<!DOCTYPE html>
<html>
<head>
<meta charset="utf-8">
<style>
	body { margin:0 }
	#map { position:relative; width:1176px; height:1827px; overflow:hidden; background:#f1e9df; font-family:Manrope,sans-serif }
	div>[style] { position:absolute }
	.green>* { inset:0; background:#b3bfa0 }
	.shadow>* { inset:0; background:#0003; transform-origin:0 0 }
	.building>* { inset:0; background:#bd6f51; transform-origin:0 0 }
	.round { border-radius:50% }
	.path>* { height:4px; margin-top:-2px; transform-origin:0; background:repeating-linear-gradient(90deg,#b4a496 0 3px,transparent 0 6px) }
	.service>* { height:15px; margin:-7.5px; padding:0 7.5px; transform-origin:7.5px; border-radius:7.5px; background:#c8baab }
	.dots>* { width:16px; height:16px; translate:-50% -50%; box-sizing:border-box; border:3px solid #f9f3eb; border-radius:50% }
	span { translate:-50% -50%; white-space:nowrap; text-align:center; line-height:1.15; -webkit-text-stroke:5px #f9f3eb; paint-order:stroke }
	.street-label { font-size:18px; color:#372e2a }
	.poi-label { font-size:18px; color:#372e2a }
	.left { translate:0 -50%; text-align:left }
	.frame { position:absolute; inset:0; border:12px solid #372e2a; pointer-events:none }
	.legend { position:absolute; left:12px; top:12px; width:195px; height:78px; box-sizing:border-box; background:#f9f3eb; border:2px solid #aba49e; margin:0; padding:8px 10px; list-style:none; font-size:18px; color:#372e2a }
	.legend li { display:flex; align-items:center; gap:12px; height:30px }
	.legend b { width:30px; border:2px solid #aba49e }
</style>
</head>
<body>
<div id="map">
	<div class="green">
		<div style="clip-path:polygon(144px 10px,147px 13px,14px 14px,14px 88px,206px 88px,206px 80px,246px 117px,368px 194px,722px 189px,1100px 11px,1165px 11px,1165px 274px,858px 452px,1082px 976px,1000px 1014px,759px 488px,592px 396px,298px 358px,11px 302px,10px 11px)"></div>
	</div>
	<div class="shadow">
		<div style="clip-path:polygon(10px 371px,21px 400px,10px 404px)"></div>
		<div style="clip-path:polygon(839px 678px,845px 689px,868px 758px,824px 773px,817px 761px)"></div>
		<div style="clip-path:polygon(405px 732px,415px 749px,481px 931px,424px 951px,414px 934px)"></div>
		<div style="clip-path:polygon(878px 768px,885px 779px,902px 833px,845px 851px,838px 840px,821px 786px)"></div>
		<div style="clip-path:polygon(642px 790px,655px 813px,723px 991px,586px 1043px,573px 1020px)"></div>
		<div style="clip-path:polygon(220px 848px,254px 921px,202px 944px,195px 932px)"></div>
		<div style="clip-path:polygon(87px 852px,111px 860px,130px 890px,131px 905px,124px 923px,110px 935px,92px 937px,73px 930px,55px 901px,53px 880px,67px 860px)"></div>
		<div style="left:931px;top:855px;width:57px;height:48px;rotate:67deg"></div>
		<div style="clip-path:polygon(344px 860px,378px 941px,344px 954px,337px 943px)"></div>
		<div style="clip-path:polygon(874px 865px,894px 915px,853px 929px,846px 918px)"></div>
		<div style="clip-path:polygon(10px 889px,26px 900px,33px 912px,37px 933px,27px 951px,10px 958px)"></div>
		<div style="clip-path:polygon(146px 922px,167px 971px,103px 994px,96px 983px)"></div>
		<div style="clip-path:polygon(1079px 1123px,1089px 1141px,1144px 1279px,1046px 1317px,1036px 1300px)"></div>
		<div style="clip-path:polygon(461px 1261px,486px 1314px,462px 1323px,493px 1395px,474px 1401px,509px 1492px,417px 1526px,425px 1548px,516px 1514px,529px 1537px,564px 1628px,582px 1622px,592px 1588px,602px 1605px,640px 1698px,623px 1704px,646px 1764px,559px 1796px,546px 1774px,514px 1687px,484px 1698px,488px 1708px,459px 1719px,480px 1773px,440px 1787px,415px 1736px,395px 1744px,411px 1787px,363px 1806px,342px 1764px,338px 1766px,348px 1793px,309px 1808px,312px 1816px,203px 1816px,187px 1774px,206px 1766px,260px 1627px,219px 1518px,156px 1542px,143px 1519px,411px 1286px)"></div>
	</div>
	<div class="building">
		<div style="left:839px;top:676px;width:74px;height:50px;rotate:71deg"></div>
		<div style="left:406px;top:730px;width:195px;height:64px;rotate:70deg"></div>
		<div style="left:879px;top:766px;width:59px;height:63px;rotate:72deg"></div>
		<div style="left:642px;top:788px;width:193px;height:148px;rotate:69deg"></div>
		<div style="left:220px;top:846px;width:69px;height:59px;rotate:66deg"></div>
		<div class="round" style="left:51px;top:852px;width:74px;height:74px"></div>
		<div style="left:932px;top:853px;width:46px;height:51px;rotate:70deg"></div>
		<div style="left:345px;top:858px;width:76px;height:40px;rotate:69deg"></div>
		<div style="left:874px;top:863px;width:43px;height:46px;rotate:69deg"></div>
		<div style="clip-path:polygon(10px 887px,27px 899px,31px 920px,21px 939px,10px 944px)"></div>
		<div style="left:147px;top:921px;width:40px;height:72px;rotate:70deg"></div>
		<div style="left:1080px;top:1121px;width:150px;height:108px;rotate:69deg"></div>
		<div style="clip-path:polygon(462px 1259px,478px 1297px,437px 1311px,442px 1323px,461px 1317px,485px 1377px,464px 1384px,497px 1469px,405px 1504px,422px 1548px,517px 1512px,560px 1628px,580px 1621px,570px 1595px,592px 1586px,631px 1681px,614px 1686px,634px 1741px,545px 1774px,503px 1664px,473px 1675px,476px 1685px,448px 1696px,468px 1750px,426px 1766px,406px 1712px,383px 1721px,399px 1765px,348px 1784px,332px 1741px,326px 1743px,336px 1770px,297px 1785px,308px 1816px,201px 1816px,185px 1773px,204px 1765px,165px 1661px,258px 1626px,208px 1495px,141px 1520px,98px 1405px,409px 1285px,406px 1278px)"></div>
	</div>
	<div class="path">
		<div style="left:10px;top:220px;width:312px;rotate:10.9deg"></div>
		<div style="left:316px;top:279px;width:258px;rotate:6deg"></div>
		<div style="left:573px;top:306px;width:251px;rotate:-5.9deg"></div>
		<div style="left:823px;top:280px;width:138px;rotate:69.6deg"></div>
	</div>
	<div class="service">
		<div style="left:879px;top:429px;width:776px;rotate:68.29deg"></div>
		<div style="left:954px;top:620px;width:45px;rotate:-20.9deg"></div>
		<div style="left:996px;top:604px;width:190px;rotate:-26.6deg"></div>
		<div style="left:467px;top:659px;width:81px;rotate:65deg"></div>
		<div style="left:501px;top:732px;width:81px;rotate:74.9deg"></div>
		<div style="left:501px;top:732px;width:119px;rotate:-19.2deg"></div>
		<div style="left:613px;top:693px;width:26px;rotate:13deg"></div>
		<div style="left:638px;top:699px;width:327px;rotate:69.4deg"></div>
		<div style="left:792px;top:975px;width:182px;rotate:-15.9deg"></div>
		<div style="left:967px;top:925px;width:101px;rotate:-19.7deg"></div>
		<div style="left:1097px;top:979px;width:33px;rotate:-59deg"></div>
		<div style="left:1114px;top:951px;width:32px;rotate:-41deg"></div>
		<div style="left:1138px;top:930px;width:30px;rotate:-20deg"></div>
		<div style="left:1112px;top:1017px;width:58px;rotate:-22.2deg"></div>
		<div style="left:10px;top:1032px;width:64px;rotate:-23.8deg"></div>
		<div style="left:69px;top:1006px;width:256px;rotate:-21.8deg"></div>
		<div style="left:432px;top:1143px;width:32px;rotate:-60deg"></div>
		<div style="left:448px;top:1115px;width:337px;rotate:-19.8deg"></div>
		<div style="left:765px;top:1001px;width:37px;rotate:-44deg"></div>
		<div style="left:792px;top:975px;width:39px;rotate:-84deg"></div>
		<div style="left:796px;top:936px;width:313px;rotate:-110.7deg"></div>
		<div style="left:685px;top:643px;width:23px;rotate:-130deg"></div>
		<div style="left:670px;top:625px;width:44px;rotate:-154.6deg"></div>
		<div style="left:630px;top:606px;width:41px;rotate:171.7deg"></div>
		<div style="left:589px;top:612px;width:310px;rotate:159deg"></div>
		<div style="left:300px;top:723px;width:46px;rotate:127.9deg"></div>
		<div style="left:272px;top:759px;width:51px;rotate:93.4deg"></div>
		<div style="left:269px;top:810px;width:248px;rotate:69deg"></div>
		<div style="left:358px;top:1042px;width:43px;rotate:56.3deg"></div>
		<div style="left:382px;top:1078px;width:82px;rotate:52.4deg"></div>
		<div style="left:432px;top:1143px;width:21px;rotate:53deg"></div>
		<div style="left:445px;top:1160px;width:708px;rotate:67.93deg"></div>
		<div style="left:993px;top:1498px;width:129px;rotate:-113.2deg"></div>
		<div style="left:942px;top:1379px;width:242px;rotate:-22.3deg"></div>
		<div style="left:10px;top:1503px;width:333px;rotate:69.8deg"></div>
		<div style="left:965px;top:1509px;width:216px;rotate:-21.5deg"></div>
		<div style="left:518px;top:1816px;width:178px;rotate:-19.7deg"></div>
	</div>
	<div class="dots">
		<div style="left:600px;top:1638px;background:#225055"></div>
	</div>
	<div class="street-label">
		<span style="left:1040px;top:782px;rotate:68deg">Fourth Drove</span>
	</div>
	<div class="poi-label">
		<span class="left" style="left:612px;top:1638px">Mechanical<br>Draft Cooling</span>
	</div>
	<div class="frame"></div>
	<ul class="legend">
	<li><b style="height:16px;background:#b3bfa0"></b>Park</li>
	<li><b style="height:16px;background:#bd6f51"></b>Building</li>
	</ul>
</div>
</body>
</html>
------------------------
▸ **YOUR OBJECTIVE**
Could you please report how many lines of the listing above hold the word "shadow"? Only the number is needed.

▸ **YOUR RESPONSE**
2